Seven mantras on how to purchase a machine in a very tough marketplace

Sanat Seth, chief executive of Sanat Printers explains how he is prudent about his investments.

13 Dec 2013 | By PrintWeek India

It all began in 2002. Then my father, Ramesh Seth started commercial operations in 2004. This was dependent on two single-colour Heidelberg presses. On cue, we boosted our capacity. In 2008, we invested in our first new Heidelberg Speedmaster CD 102 four colour press backed by pre-press, press, post-press and digital kit. Much of my investments have been in pre-owned equipment. Today, Sanat Printers has Elsevier, Wolters Kluwer, Cambridge University Press, Jaypee Brothers, on our roster.
It's a tough marketplace out there. So it's important to get the purchase right. If you do so you can get a crucial edge over your competitors. Get it wrong, and you could be next on the chopping block.
The first step before any investment – big or small – is to know the market – what’s out there and what’s on offer.

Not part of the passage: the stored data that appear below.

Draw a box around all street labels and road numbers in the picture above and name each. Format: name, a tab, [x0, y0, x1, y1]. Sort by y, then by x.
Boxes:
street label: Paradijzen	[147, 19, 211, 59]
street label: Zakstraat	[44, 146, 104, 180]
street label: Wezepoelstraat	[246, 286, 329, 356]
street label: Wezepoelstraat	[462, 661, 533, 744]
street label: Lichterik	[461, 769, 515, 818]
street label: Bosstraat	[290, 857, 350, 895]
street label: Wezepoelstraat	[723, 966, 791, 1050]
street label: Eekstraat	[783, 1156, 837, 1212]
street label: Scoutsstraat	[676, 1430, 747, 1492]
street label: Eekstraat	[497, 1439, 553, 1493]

When we decided to invest in a new CD 102, we thoroughly researched the market for its space, viability and acceptability for a new press.

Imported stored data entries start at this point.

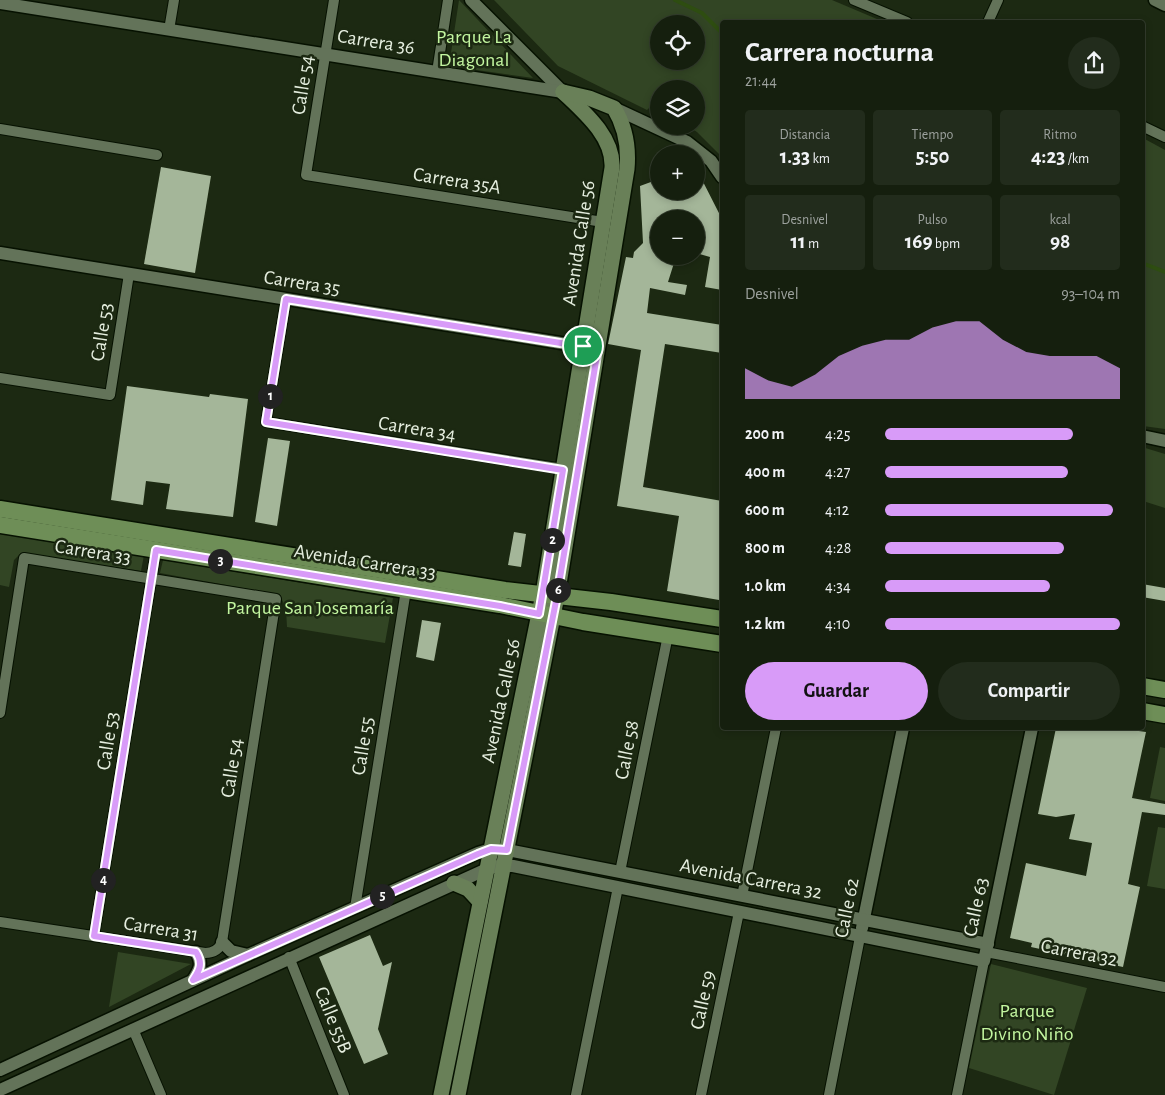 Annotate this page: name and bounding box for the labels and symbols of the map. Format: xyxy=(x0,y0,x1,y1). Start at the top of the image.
street label: Carrera 36 xyxy=(336,26,416,58)
park label: Parque La Diagonal xyxy=(436,27,512,70)
street label: Calle 54 xyxy=(288,54,318,116)
street label: Carrera 35A xyxy=(412,164,503,198)
street label: Avenida Calle 56 xyxy=(559,179,599,307)
street label: Carrera 35 xyxy=(262,267,342,299)
street label: Calle 53 xyxy=(88,301,116,363)
pin xyxy=(562,325,604,367)
pin: 1 xyxy=(258,384,282,408)
street label: Carrera 34 xyxy=(377,413,457,445)
pin: 2 xyxy=(540,528,564,552)
street label: Carrera 33 xyxy=(53,536,133,568)
street label: Avenida Carrera 33 xyxy=(293,541,437,583)
pin: 3 xyxy=(208,548,232,574)
pin: 6 xyxy=(546,578,570,602)
park label: Parque San Josemaría xyxy=(226,598,394,618)
street label: Avenida Calle 56 xyxy=(478,637,524,765)
street label: Calle 53 xyxy=(94,710,122,772)
street label: Calle 55 xyxy=(349,715,377,777)
street label: Calle 58 xyxy=(611,719,643,781)
street label: Calle 54 xyxy=(217,737,247,799)
street label: Avenida Carrera 32 xyxy=(678,855,824,903)
pin: 4 xyxy=(90,868,116,892)
street label: Calle 62 xyxy=(831,876,863,940)
street label: Calle 63 xyxy=(960,876,992,938)
pin: 5 xyxy=(370,884,394,908)
street label: Carrera 31 xyxy=(122,913,200,945)
street label: Carrera 32 xyxy=(1039,936,1119,970)
street label: Calle 59 xyxy=(687,969,719,1031)
street label: Calle 55B xyxy=(311,984,355,1056)
park label: Parque Divino Niño xyxy=(980,1001,1074,1044)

Besides capital expenditure, we looked at trends in the industry and for the need of quality of a new press in the domestic market. 

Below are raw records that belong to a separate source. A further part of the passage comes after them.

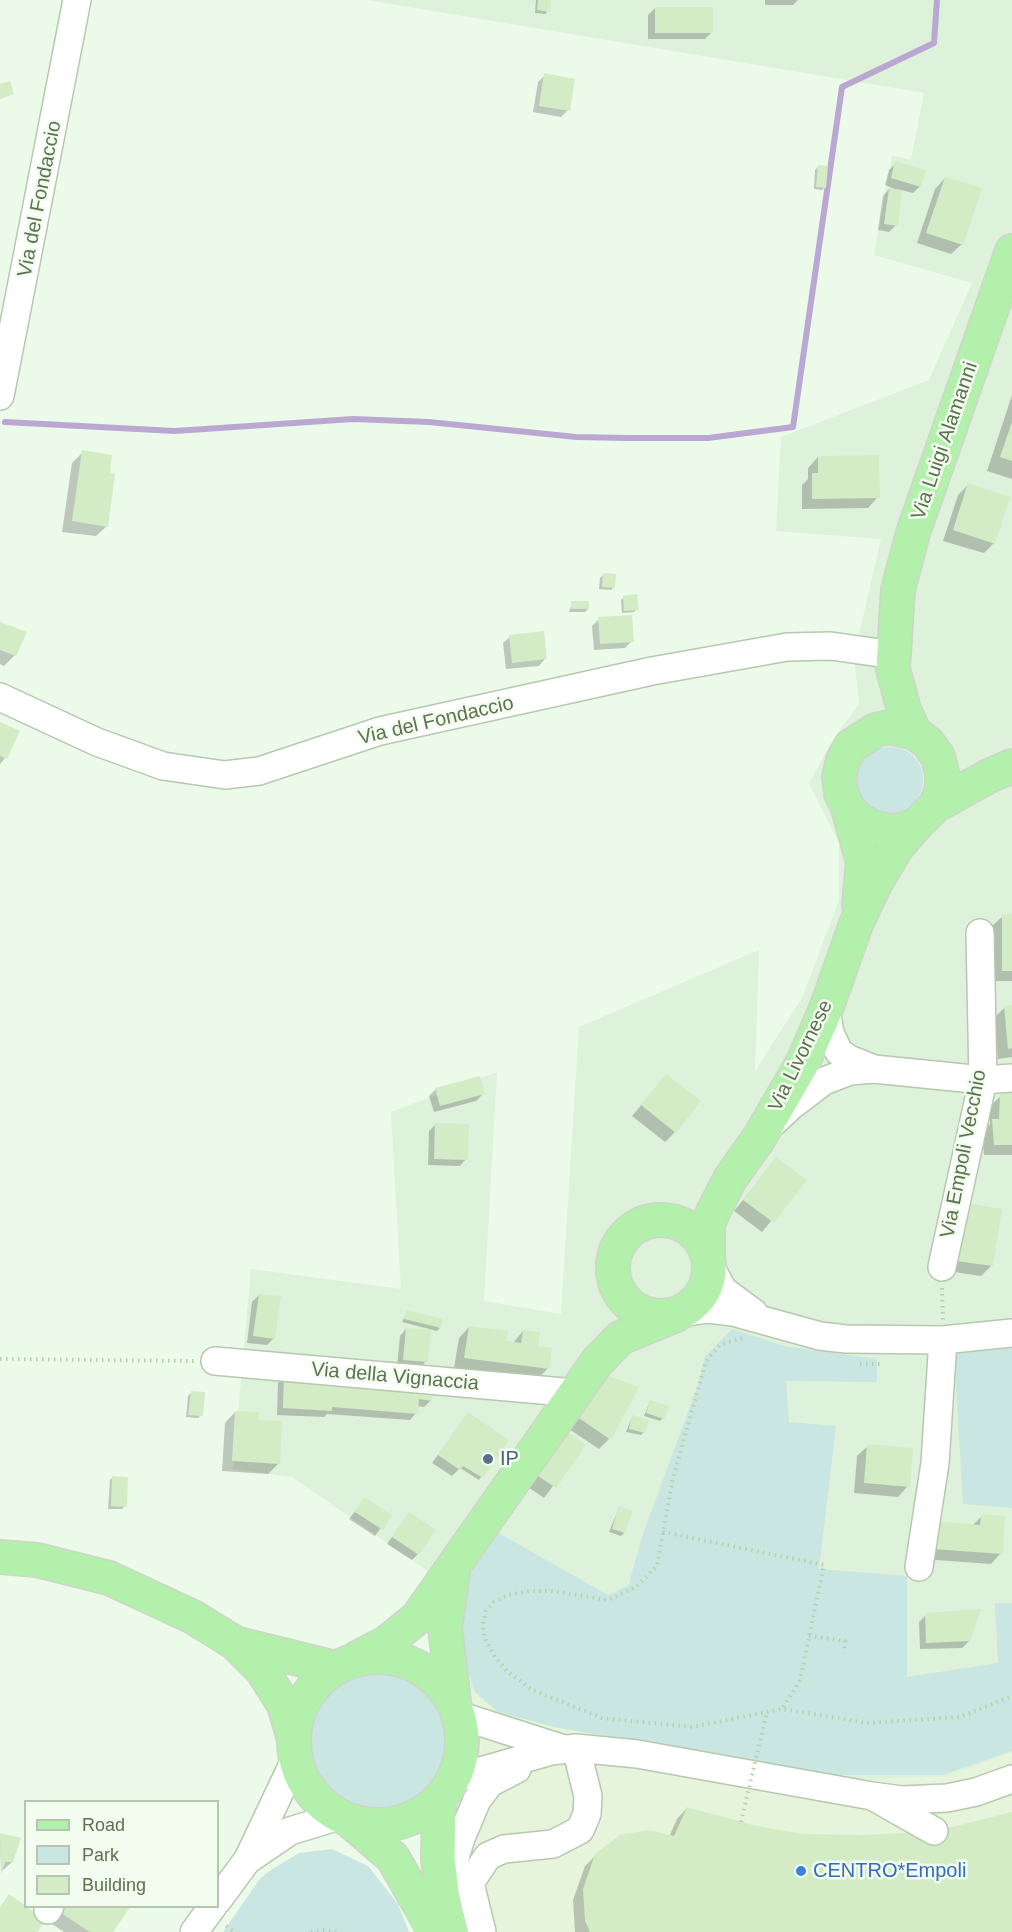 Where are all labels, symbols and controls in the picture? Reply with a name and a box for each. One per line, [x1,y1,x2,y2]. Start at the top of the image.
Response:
street label: Via del Fondaccio [13,119,67,279]
street label: Via Luigi Alamanni [907,359,983,523]
street label: Via del Fondaccio [356,691,516,751]
street label: Via Livornese [764,996,838,1116]
street label: Via Empoli Vecchio [936,1068,992,1240]
street label: Via della Vignaccia [310,1358,480,1396]
place label: IP [500,1447,519,1471]
marker: IP [481,1452,495,1466]
legend [24,1800,219,1908]
text: Road [82,1815,125,1835]
text: Park [82,1845,119,1865]
place label: CENTRO*Empoli [813,1859,966,1883]
marker: CENTRO*Empoli [794,1864,808,1878]
text: Building [82,1875,146,1895]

We also liaise with clients to get a feel for the direction of the market and worked on our ROI by inquiring about the total range of work that they need, how often they need it, in what quantities and the price they are ready to pay for a quality to these highest standards. Then we endeavour to progressively supply more of that range.
While selecting a secondhand kit, printers must also know that their machines may become less efficient with age. If the maintenance bills go up, it may be time to look at new technology. That is why if your budget allows go for a machine which should not be more than 10 years old. Because apart from price benefit you get a good 8-10 years of trouble free running of the machine; considering life span of a new machine to be 15-20 years.
To circumvent this, printers should accumulate basic data. Once you have the data, it is back to vendors for more details. We make comparisons based on price and functions. More automation means more production, efficiency and less labour dependency. Our general internal assessment also includes logistics such as floor space and staff or training requirements. Having said that any major equipment requires a detailed cost analysis.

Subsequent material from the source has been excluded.